Ao que parece derrotada, a Operação Lava Jato também tinha, ou ainda tem, em sua encomenda a prisão do ex-presidente Lula. “Se os procuradores e o juiz do caso efetivamente buscassem uma investigação legítima e dentro do devido processo legal, não estariam focados em uma pessoa, mas sim em fatos”, denunciou seu advogado, Cristiano Zanin. De fato, símbolo do Brasil moderno, em desenvolvimento e socialmente justo, Lula é o item nº 1 na lista dos alvos.
O destempero da mídia, o panelaço-gourmet desta semana e a promessa dos “coxinhas” de retornarem às ruas, apenas confirmam a simbiose entre a Lava Jato e o golpe de Estado. O “combate à corrupção”, no fundo, é apenas o álibi para justificar ações contra o Estado brasileiro, nossa economia e instituições. Um jogo de interesse externo, do capital financeiro internacional e das grandes empresas, em especial das áreas de infraestrutura, petróleo e naval.

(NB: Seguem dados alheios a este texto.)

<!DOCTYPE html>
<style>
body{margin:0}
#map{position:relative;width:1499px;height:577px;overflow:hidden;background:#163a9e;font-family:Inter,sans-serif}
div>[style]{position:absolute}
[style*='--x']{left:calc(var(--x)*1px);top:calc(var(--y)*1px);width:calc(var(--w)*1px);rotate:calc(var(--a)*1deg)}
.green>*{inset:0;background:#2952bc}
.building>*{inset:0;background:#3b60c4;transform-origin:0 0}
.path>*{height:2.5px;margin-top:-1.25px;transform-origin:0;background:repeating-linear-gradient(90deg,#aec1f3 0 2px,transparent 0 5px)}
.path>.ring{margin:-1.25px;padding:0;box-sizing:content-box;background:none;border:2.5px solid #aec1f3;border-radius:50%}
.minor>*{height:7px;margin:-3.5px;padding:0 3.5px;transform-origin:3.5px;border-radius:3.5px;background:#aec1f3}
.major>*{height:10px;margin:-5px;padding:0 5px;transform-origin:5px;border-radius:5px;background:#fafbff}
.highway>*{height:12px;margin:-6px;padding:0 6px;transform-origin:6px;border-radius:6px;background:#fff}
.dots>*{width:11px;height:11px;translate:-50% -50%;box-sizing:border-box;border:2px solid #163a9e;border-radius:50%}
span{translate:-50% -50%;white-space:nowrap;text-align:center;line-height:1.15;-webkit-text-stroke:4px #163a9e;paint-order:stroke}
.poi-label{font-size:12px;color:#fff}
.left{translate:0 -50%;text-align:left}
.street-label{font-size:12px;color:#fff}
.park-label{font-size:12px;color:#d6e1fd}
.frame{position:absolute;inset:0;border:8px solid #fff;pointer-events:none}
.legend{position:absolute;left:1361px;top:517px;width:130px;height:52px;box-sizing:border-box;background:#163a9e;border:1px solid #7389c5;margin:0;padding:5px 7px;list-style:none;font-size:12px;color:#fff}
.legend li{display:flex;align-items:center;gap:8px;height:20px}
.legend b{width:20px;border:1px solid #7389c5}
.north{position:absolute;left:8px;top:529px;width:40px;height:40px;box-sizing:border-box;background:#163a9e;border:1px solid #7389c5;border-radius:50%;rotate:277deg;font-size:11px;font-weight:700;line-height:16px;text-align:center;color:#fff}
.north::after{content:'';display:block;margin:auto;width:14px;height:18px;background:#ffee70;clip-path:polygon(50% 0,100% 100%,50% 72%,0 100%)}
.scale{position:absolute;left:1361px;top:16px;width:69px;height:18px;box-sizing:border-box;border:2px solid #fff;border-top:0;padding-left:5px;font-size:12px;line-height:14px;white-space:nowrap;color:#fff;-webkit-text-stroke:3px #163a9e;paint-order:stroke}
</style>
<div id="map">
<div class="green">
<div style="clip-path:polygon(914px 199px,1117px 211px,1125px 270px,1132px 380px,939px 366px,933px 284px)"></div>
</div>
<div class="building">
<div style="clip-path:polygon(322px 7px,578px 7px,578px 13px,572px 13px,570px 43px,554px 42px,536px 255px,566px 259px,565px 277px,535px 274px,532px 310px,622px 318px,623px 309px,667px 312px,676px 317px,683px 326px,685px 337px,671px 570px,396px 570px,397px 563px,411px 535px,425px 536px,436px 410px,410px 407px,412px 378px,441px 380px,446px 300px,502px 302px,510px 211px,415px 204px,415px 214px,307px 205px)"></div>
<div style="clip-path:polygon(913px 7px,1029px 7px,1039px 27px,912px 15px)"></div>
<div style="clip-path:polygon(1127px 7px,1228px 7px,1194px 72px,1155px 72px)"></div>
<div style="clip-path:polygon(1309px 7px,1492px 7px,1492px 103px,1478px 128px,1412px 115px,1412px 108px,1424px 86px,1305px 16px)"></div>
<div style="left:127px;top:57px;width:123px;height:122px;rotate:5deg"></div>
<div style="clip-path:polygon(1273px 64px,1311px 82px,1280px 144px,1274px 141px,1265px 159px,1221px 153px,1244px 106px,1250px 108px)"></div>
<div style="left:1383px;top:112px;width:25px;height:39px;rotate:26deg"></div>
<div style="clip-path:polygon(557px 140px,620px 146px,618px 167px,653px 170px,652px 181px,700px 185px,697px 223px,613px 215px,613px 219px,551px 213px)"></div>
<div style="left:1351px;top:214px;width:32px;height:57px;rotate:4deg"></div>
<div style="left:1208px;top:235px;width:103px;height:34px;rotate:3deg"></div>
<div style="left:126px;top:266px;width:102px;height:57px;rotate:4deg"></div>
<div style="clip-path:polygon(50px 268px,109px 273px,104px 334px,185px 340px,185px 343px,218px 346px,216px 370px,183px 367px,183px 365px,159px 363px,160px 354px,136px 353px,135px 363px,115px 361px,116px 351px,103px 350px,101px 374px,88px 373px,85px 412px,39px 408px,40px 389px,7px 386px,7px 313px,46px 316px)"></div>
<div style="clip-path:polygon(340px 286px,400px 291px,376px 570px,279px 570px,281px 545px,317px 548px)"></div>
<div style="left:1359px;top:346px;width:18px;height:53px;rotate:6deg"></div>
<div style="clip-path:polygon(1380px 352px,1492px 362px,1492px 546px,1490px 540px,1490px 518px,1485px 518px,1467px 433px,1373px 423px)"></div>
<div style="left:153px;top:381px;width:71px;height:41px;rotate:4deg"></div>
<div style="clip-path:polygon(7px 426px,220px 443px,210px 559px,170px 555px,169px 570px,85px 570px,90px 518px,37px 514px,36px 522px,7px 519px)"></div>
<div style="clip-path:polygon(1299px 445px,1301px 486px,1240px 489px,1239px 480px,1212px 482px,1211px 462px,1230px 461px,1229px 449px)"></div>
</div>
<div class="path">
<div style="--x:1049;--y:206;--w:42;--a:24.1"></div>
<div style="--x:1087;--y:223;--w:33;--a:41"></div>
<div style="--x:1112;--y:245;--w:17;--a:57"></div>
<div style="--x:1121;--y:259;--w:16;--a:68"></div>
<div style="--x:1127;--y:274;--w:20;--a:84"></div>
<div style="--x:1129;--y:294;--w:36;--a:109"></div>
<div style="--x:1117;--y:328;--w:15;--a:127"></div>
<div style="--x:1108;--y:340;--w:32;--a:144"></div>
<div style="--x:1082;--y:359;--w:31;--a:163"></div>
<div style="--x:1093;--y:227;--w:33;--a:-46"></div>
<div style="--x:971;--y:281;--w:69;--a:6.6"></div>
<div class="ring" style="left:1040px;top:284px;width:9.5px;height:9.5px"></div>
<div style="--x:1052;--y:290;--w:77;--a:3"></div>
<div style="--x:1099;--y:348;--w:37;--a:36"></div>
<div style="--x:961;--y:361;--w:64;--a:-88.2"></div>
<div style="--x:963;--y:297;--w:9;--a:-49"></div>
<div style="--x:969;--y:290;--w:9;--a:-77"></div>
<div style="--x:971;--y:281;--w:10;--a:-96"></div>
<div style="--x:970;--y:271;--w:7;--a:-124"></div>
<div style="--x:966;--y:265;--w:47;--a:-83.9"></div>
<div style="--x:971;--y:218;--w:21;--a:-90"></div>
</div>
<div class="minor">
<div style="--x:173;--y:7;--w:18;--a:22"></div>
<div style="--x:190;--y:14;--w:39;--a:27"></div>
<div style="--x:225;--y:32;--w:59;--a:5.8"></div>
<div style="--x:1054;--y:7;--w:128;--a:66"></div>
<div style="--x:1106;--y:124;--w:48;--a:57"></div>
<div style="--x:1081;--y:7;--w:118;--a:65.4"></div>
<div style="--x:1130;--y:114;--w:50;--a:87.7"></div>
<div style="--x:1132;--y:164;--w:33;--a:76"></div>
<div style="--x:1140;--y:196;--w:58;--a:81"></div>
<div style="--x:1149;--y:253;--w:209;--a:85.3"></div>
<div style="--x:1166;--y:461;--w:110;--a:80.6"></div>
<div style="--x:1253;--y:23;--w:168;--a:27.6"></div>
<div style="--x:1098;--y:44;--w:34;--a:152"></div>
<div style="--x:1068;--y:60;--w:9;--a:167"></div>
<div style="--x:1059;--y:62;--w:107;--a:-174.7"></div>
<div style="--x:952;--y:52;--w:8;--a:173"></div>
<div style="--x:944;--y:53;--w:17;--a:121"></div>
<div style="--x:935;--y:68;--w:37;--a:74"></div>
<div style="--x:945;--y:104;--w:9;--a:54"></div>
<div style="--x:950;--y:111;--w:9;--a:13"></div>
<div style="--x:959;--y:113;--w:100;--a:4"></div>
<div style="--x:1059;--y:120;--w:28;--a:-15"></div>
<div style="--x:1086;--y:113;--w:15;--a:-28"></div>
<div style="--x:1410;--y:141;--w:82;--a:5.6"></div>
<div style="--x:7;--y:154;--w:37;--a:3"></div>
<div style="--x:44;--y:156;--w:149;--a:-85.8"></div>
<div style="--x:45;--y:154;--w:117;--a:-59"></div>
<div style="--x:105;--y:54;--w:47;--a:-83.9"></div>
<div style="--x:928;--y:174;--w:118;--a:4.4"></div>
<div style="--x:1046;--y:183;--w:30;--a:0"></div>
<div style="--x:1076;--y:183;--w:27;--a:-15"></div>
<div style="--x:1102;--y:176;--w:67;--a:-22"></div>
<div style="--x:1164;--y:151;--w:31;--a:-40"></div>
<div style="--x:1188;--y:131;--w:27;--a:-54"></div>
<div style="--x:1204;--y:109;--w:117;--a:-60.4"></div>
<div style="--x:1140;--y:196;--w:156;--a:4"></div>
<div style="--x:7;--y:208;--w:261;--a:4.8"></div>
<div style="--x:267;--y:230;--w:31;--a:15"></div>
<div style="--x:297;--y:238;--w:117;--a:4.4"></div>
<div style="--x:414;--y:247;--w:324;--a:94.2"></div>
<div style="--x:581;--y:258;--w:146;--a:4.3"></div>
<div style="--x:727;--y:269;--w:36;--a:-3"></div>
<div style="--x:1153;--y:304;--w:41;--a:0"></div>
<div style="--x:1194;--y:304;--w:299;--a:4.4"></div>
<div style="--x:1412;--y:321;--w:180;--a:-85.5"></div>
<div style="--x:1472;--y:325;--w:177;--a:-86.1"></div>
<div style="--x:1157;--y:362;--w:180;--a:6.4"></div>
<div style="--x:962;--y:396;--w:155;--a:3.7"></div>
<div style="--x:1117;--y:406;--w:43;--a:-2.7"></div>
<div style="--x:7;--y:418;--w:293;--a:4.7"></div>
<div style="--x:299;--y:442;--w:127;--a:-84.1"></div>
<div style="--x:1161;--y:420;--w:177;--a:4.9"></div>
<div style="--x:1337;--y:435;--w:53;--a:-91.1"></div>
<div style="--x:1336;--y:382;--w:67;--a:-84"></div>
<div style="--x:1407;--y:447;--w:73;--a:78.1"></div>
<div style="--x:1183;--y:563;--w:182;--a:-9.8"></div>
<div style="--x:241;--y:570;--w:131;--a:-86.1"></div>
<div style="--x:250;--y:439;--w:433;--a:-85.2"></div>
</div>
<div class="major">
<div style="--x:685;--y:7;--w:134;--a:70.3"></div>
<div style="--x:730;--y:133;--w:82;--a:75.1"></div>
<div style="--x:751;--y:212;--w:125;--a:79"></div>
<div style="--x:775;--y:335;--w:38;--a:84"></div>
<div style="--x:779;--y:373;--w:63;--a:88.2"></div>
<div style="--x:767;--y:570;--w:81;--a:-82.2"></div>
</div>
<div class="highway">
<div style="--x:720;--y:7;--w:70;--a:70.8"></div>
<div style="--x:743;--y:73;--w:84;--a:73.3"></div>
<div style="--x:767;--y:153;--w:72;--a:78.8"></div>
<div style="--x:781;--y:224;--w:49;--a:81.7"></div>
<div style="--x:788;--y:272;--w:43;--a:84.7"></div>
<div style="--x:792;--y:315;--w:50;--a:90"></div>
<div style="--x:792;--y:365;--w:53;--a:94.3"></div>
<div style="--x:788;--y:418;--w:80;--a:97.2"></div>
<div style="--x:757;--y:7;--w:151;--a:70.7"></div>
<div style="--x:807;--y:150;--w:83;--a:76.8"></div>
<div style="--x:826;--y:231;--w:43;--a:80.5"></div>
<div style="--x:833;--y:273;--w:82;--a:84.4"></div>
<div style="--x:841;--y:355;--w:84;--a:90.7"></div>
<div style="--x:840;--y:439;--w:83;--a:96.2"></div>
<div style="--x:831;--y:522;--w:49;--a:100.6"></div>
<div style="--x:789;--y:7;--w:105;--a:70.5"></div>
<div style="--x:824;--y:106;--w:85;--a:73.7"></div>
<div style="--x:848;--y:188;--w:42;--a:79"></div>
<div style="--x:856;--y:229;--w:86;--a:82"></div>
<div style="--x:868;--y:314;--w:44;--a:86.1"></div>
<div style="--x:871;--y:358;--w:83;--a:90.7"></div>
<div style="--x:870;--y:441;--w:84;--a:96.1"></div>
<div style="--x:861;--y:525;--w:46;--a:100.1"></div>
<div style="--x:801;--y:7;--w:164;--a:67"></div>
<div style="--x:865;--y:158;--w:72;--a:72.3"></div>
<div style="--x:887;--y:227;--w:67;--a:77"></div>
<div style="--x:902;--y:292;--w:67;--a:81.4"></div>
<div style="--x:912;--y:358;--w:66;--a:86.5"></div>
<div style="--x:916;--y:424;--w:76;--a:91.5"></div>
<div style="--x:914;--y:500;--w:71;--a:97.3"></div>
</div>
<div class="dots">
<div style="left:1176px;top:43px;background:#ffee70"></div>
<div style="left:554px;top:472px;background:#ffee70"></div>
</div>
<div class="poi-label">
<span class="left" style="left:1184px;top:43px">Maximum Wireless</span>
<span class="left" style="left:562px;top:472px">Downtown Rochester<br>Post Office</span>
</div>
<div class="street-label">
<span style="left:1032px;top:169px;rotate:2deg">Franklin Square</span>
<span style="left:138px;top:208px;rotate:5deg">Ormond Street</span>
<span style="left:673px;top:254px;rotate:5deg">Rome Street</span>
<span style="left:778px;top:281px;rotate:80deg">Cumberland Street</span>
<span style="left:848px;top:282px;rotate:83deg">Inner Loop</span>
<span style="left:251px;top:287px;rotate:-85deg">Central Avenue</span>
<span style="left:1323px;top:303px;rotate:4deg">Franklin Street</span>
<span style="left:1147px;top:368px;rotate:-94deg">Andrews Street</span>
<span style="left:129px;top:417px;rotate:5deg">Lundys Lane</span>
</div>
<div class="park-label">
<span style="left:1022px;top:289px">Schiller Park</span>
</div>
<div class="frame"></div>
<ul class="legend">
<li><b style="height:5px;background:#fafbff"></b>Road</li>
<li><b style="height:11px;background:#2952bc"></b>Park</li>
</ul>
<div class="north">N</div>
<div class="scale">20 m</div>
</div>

A ilusão “republicana” em relação ao caráter da Operação Lava Jato, por outro lado, expressa a falta de compromisso com a real defesa da Nação brasileira. É inaceitável, diante do papel cumprido pela Operação Lava Jato até agora, acreditar em boas intenções vindas de seus juízes e procuradores. Se os parlamentares que deram o golpe não merecem qualquer confiança, menos ainda quem promoveu um ataque deliberado ao Estado nacional.
A reação dos parlamentares, por mais “interesseira” que possa ser, tem um fundo de revolta das instituições políticas à tentativa de imposição da ditadura do judiciário. Depois do golpe de Estado, com a destituição da autoridade máxima da Nação, por eles mesmos bancado, passou a imperar o “vale-tudo”. A esculhambação geral, onde nenhuma instituição é respeitada, especialmente aquelas que, ao contrário de juízes e procuradores, resultam do voto popular e, por isso, mal ou bem, representam a sociedade.
O impasse, a dúvida, que existe na cabeça do povo, da Nação é resultado da dificuldade em compreender a real dimensão do golpe de Estado e o papel de seus operadores, em especial da Lava Jato. É fundamental, então, esclarecer a quem interessa o golpe, quais os interesses envolvidos, quem está por trás. Ou se faz isso, ou a sociedade só terá olhos para os pequenos ladrões, e continuará confundindo bandidos com “mocinhos”, ou pior ainda, tratando alguns deles como heróis.